Louis Gagné
Agence QMI

Un sujet de préoccupation pour les Québécois


Louis Gagné

QUÉBEC - Cinq ans après la fin des travaux de la Commission Bouchard-Taylor, la question des accommodements raisonnables demeure un sujet de préoccupation pour une importante majorité de Québécois.

C'est ce qui ressort d'un sondage de la firme Léger Marketing réalisé pour le Secrétariat aux institutions démocratiques et à la participation citoyenne et dont TVA Nouvelles a obtenu copie.

Le coup de sonde révèle que trois Québécois sur quatre estiment que les accommodements religieux représentent un enjeu aussi important ou plus important qu'en 2007, lorsque le gouvernement Charest a mis sur pied la Commission de consultation sur les pratiques d'accommodement reliées aux différences culturelles.

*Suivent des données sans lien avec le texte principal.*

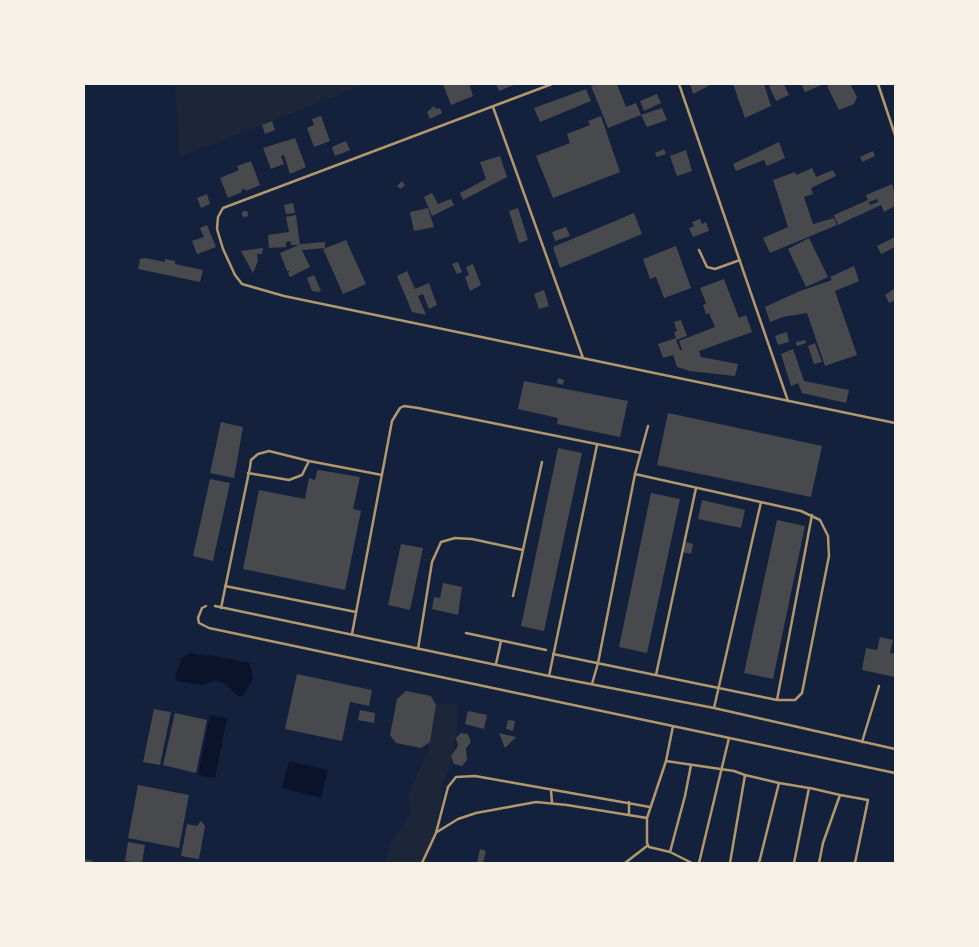 <!DOCTYPE html>
<html>
<head>
<meta charset="utf-8">
<style>
	body { margin:0 }
	#map { position:relative; width:979px; height:947px; overflow:hidden; background:#14213d; font-family:Signika,sans-serif }
	canvas { display:block }
	.frame { position:absolute; inset:0; border:85px solid #f6f1e7; pointer-events:none }
</style>
</head>
<body>
<div id="map">
<canvas width="979" height="947"></canvas>
<div class="frame"></div>
</div>
<script>
const context = document.querySelector('canvas').getContext('2d');
context.lineJoin = 'round';
function fillPath(path, color) { context.fillStyle = color; context.fill(path, 'evenodd'); }
const shape = rows => new Path2D(rows.map(r => 'M' + r).join(''));
function trace(path, color, width, dash) { context.strokeStyle = color; context.lineWidth = width; context.lineCap = dash ? 'butt' : 'round'; context.setLineDash(dash || []); context.stroke(path); }
fillPath(shape([
	[175,84,366,84,180,157],
	[437,703,457,705,458,726,450,765,442,785,442,804,432,846,423,863,385,863,390,844,411,813,408,795,428,750]
]), '#1d2539');
fillPath(shape([
	[190,653,215,656,250,663,253,678,243,696,238,696,225,684,216,680,202,685,177,681,175,675,182,658],
	[210,715,227,718,215,778,198,775],
	[289,761,328,770,321,798,282,788]
]), '#0b132b');
fillPath(shape([
	[443,84,469,84,473,96,451,105],
	[496,84,516,84,499,91],
	[598,84,617,84,626,107,636,103,641,115,608,128,591,86],
	[690,84,712,84,693,94],
	[733,84,764,84,771,106,745,118],
	[775,84,784,84,789,95,776,101,769,86],
	[806,84,824,84,805,92,802,86],
	[832,84,850,84,857,97,854,104,839,110,827,86],
	[586,89,591,101,540,122,534,108],
	[657,94,661,103,644,111,640,101],
	[434,106,436,109,440,108,442,113,430,119,427,112],
	[662,108,667,120,647,127,641,115],
	[321,116,330,141,314,147,307,128,314,125,312,119],
	[601,116,620,172,553,198,536,156,570,143,567,134,590,125,588,121],
	[272,121,275,130,265,134,262,125],
	[295,138,306,167,290,174,284,155,281,156,284,164,271,169,263,148],
	[346,141,350,150,335,156,332,147],
	[779,142,785,158,767,166,764,160,736,171,733,164],
	[664,149,666,154,657,157,655,153],
	[686,150,692,171,677,176,670,156],
	[873,151,875,156,862,162,860,157],
	[500,156,507,177,463,200,460,193,486,179,480,162],
	[251,161,260,185,246,191,245,189,241,190,242,192,228,198,220,178,239,170,237,166],
	[812,168,816,177,833,170,836,176,811,188,813,194,804,197,813,224,834,218,837,225,770,253,763,238,788,227,790,233,773,180,795,172,796,175],
	[402,181,405,185,401,189,397,186],
	[892,184,895,195,895,206,884,212,881,205,838,225,834,215,868,200,866,195],
	[877,199,878,202,870,205,869,202],
	[432,193,438,204,451,199,454,205,432,216,424,197],
	[207,194,210,204,201,208,197,198],
	[293,203,295,213,286,214,284,205],
	[428,208,434,227,414,231,410,212],
	[518,208,528,240,519,243,509,211],
	'242 214a3 3 0 1 1 6 0a3 3 0 1 1-6 0Z',
	[634,213,642,234,560,268,553,247],
	[296,215,300,245,291,245,290,241,286,242,286,247,269,248,268,235,289,232,286,217],
	[700,219,702,224,706,222,709,231,693,237,689,228,694,226,692,222],
	[207,225,216,247,197,254,192,241,204,237,200,228],
	[566,227,570,236,555,241,552,232],
	[895,237,895,247,881,254,877,246],
	[809,238,828,277,806,287,788,249],
	[346,240,366,284,343,294,323,249],
	[325,242,325,248,302,250,310,267,290,277,288,273,290,271,287,271,280,253,301,244],
	[676,246,691,288,664,298,656,277,650,279,643,259],
	[263,248,262,254,257,254,258,261,253,273,241,251],
	[145,258,165,262,165,259,175,261,175,264,203,270,200,282,138,269,140,259],
	[458,262,462,272,457,274,452,264],
	[473,264,481,285,470,291,465,277,469,275,466,267],
	[854,266,859,281,835,291,857,355,825,366,807,313,783,317,770,322,765,307,800,291,832,280,830,277],
	[407,271,415,289,429,283,437,305,429,309,423,294,418,296,426,315,412,312,397,276],
	[314,275,321,291,318,292,312,291,307,278],
	[724,279,739,318,746,315,752,332,699,351,701,357,738,364,735,376,690,371,677,367,673,355,663,358,658,344,676,338,674,332,677,331,674,322,681,320,687,336,676,340,680,350,682,350,679,341,715,327,709,313,706,314,703,305,706,303,700,288],
	[895,288,895,300,889,303,885,295],
	[544,290,549,306,539,309,534,294],
	[787,332,789,342,778,345,775,336],
	[805,340,806,343,797,346,796,342],
	[815,343,822,362,814,364,808,346],
	[793,349,804,381,849,390,846,403,802,393,798,383,791,386,781,354],
	[558,378,564,380,563,385,557,383],
	[524,381,628,401,620,437,557,424,558,418,518,409],
	[668,413,822,446,811,497,657,465],
	[221,422,243,427,234,478,210,473],
	[558,448,582,453,544,631,521,626],
	[319,470,360,477,353,509,361,511,345,590,243,569,259,490,305,499,309,478,315,480,317,471],
	[210,479,230,483,213,561,193,556],
	[651,493,680,499,647,653,619,647],
	[702,500,745,510,741,528,698,519],
	[777,520,805,526,773,679,744,673],
	[686,542,693,544,691,554,683,552],
	[401,544,423,548,410,610,388,605],
	[443,583,462,587,458,615,432,609,434,597,440,598],
	[880,637,893,640,890,653,895,654,895,677,862,670,866,648,877,650],
	[297,674,372,690,369,706,350,702,342,741,285,729],
	[406,691,431,696,436,705,430,742,421,748,396,743,390,735,397,699],
	[154,709,171,712,160,765,143,762],
	[360,710,375,713,374,723,358,720],
	[468,711,487,715,484,729,465,724],
	[175,713,207,720,196,773,163,765],
	[508,720,515,721,513,731,506,729],
	[461,733,468,734,471,742,466,748,467,760,462,766,454,764,451,756,458,746,456,738],
	[499,733,516,737,505,748],
	[138,785,189,795,179,848,128,838],
	[201,821,205,826,199,859,181,856,187,824,197,826],
	[128,842,145,845,142,863,125,861],
	[480,849,486,851,483,863,477,863],
	[84,859,93,861,92,863,84,863]
]), '#48494c');
trace(shape([
	[552,84,223,208,218,217,217,229,223,249,235,275,242,284,284,296,895,423],
	[679,84,788,401],
	[878,84,895,135],
	[493,107,583,358],
	[699,250,707,267,715,269,740,260],
	[248,473,289,480,302,475,309,461],
	[225,586,356,612],
	[513,596,542,462],
	[206,606,202,608,198,618,199,623,209,628,895,773],
	[215,606,549,676,714,708,895,749],
	[221,608,250,467,251,460,258,454,269,451,309,461,382,475],
	[466,633,546,650],
	[352,634,392,421,400,408,404,406,418,408,641,453],
	[418,649,432,562,441,542,455,538,472,539,523,550],
	[553,654,777,700,795,700,802,693,829,556,828,536,820,520,801,511,635,474],
	[496,664,501,641],
	[656,675,696,488],
	[549,676,597,445],
	[592,684,598,663,635,474,648,426],
	[777,700,812,515],
	[714,708,761,502],
	[862,742,879,686],
	[666,761,734,771,745,775,730,863],
	[691,765,685,796,670,852,692,863],
	[745,775,779,783],
	[810,788,840,795],
	[551,790,552,803],
	[629,815,629,802],
	[437,832,458,819,476,813,536,802,567,805,647,818],
	[670,852,649,847,647,843,647,818,666,761,673,726],
	[422,863,436,833,448,787,456,777,475,776,650,807],
	[625,863,647,846],
	[699,863,729,738],
	[759,863,779,783,809,788,794,863],
	[819,863,823,843,840,795,868,800,855,863]
]), '#b1986c', 2.5);
</script>
</body>
</html>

Une proportion similaire de répondants (78 %) croit également que la question des accommodements religieux est toujours d'actualité, un taux qui atteint 82 % chez les francophones.

«C'est un dossier qui, dans la tête des Québécois, n'est pas encore résolu, a expliqué le vice-président de Léger Marketing, Christian Bourque. Les Québécois auraient souhaité une conclusion à ce dossier-là il y a quelques années, mais elle n'est jamais venue. Donc ça reste un dossier ouvert qui peut revenir n'importe quand.»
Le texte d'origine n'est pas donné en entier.